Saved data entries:
↓↓↓

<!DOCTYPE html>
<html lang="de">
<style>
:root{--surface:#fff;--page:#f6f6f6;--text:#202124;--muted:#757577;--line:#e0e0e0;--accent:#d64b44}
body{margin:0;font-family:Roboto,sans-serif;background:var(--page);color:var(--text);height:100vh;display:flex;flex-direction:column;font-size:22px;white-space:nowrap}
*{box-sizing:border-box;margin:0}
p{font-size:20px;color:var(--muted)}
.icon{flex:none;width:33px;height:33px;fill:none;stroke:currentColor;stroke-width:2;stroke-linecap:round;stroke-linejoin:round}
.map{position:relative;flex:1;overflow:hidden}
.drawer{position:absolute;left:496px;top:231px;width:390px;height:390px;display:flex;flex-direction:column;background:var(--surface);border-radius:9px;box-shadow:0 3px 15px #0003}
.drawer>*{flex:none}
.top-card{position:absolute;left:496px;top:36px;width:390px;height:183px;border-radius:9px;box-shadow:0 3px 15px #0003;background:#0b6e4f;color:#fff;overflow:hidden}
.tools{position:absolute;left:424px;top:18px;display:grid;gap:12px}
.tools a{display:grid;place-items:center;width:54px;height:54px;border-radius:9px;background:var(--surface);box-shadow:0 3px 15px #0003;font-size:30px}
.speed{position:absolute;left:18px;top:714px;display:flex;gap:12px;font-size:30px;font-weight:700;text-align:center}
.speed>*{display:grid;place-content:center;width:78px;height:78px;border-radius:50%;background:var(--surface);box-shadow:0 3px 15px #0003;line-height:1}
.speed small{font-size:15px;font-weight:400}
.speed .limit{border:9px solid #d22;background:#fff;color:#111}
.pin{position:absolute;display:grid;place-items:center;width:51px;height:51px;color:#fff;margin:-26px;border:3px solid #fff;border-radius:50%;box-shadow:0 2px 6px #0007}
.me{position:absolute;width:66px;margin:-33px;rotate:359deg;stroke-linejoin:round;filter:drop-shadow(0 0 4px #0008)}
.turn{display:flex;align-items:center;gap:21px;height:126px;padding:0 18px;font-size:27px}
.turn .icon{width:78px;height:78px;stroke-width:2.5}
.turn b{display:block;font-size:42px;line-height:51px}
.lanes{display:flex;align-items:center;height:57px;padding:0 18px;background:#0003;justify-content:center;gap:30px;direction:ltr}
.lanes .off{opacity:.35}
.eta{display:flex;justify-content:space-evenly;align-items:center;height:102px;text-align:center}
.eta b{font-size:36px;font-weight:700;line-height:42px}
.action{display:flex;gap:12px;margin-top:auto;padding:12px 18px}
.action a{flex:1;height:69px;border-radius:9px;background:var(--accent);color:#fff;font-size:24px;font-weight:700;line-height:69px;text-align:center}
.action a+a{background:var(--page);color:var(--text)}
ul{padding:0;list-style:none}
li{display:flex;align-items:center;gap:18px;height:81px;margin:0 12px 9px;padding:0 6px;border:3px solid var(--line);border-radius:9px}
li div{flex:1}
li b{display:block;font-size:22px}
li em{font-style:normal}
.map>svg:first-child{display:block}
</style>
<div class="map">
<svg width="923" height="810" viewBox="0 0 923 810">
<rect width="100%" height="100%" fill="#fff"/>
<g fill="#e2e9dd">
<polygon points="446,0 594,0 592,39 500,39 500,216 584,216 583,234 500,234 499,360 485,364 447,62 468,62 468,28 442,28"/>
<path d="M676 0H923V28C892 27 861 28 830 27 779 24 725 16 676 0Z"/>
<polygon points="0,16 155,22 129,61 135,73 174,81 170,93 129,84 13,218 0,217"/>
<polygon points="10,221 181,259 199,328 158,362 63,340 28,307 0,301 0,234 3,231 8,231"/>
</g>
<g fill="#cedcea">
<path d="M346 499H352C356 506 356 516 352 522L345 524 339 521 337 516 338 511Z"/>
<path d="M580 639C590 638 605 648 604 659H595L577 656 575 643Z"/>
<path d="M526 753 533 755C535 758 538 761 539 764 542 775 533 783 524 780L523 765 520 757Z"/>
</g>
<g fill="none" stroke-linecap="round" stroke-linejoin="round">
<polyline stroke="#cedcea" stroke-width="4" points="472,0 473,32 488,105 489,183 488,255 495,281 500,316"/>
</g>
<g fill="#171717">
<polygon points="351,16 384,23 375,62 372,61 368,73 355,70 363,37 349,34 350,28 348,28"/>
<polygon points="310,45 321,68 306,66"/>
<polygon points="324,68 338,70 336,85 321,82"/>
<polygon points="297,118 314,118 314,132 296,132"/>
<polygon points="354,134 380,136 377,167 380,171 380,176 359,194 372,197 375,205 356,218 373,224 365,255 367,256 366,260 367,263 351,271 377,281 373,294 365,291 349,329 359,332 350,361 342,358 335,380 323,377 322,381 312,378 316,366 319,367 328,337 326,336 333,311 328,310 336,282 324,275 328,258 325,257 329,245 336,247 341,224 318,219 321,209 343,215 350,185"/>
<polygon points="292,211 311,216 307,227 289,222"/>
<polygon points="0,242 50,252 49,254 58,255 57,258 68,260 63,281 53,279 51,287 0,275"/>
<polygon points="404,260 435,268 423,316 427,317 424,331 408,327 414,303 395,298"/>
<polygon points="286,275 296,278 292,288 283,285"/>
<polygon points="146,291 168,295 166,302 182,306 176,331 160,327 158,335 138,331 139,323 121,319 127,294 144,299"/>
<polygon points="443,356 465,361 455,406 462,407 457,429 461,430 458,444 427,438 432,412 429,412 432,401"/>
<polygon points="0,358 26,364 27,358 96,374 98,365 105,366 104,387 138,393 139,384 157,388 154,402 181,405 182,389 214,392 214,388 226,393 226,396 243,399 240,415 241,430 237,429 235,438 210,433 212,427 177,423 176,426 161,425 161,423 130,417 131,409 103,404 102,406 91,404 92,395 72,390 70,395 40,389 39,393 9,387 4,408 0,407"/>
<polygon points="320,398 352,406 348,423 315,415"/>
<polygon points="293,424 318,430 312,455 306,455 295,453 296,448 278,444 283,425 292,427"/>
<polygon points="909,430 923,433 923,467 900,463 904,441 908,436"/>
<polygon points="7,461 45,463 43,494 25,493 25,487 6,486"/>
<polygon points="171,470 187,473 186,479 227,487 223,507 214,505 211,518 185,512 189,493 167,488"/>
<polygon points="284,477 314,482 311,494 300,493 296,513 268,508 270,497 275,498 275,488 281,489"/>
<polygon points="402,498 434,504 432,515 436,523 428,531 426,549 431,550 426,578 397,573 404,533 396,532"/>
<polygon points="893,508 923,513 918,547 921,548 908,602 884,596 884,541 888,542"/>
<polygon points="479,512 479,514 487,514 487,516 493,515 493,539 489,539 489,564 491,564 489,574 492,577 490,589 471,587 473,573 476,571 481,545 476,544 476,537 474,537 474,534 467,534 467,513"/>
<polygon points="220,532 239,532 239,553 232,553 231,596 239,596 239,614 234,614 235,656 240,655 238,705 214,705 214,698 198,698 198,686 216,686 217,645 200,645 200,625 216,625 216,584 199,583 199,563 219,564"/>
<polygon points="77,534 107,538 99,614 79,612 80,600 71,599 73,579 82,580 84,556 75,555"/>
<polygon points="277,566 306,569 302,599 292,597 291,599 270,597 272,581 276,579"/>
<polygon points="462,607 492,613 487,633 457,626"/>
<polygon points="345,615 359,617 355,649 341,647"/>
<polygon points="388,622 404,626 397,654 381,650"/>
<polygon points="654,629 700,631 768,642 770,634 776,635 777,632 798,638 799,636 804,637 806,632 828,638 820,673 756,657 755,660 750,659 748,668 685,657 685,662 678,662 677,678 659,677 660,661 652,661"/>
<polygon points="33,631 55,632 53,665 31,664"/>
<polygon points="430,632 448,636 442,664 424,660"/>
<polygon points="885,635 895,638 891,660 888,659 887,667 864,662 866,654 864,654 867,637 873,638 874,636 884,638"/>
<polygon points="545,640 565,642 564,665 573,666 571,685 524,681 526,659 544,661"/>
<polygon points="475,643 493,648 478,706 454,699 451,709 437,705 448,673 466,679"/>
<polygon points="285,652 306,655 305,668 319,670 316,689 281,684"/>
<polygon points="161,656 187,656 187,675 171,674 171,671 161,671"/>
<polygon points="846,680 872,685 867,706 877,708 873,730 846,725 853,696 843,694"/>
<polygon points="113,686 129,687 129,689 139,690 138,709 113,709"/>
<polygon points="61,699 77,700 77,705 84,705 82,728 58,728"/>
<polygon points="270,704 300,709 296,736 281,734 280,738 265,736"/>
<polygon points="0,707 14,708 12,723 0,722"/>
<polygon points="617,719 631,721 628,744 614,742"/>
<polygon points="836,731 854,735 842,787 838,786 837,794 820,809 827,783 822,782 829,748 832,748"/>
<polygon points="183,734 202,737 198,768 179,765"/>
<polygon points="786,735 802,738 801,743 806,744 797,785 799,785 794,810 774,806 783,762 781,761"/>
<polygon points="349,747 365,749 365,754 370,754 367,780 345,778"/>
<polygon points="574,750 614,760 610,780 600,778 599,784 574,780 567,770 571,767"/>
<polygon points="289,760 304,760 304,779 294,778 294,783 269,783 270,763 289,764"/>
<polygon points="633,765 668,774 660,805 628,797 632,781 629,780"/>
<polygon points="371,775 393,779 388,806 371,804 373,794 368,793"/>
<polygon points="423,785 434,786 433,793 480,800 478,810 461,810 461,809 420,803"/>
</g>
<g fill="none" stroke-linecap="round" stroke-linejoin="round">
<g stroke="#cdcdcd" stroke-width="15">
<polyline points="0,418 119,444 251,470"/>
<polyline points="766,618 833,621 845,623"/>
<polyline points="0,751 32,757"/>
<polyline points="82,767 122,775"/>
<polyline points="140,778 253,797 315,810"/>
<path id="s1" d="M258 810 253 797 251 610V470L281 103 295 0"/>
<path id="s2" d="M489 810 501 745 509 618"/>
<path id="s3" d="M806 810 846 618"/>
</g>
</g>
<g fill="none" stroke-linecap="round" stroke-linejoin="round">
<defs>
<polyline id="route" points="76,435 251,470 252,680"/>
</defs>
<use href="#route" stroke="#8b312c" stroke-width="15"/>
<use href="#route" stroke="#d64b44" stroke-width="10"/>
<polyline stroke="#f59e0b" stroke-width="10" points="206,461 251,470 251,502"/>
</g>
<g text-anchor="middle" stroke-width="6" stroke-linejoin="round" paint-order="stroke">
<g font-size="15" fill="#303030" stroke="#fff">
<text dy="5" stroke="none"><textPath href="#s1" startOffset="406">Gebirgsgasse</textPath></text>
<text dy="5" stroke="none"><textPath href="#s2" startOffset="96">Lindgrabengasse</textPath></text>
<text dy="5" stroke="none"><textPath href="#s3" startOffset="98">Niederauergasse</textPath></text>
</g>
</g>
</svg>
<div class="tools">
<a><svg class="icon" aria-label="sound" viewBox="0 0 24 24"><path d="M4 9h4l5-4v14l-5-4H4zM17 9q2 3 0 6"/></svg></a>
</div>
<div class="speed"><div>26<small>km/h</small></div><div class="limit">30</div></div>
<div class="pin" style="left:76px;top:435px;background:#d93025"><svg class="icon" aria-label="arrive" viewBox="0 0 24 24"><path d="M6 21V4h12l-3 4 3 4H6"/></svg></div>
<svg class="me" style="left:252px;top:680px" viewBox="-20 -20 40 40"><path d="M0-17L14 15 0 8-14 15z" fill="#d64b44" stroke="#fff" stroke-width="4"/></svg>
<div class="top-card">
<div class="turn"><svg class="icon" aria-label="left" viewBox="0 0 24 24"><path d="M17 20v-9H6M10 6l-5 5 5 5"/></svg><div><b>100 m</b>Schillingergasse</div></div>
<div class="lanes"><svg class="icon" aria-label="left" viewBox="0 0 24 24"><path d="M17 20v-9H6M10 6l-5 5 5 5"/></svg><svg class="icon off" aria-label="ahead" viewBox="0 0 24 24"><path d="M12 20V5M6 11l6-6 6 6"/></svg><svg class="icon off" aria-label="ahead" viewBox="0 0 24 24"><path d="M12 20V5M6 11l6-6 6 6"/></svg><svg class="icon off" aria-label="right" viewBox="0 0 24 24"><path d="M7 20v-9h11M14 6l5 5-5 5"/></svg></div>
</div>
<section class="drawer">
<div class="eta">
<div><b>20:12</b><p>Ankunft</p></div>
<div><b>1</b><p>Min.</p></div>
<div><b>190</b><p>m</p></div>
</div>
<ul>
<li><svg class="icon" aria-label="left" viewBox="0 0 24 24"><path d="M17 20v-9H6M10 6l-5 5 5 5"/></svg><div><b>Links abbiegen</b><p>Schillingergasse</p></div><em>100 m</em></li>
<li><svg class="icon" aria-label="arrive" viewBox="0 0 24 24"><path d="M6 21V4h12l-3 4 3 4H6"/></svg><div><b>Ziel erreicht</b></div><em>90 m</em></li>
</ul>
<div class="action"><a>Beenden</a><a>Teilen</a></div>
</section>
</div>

↑↑↑

Return a copy of each line in the records above that has "overflow" in it.

.map{position:relative;flex:1;overflow:hidden}
.top-card{position:absolute;left:496px;top:36px;width:390px;height:183px;border-radius:9px;box-shadow:0 3px 15px #0003;background:#0b6e4f;color:#fff;overflow:hidden}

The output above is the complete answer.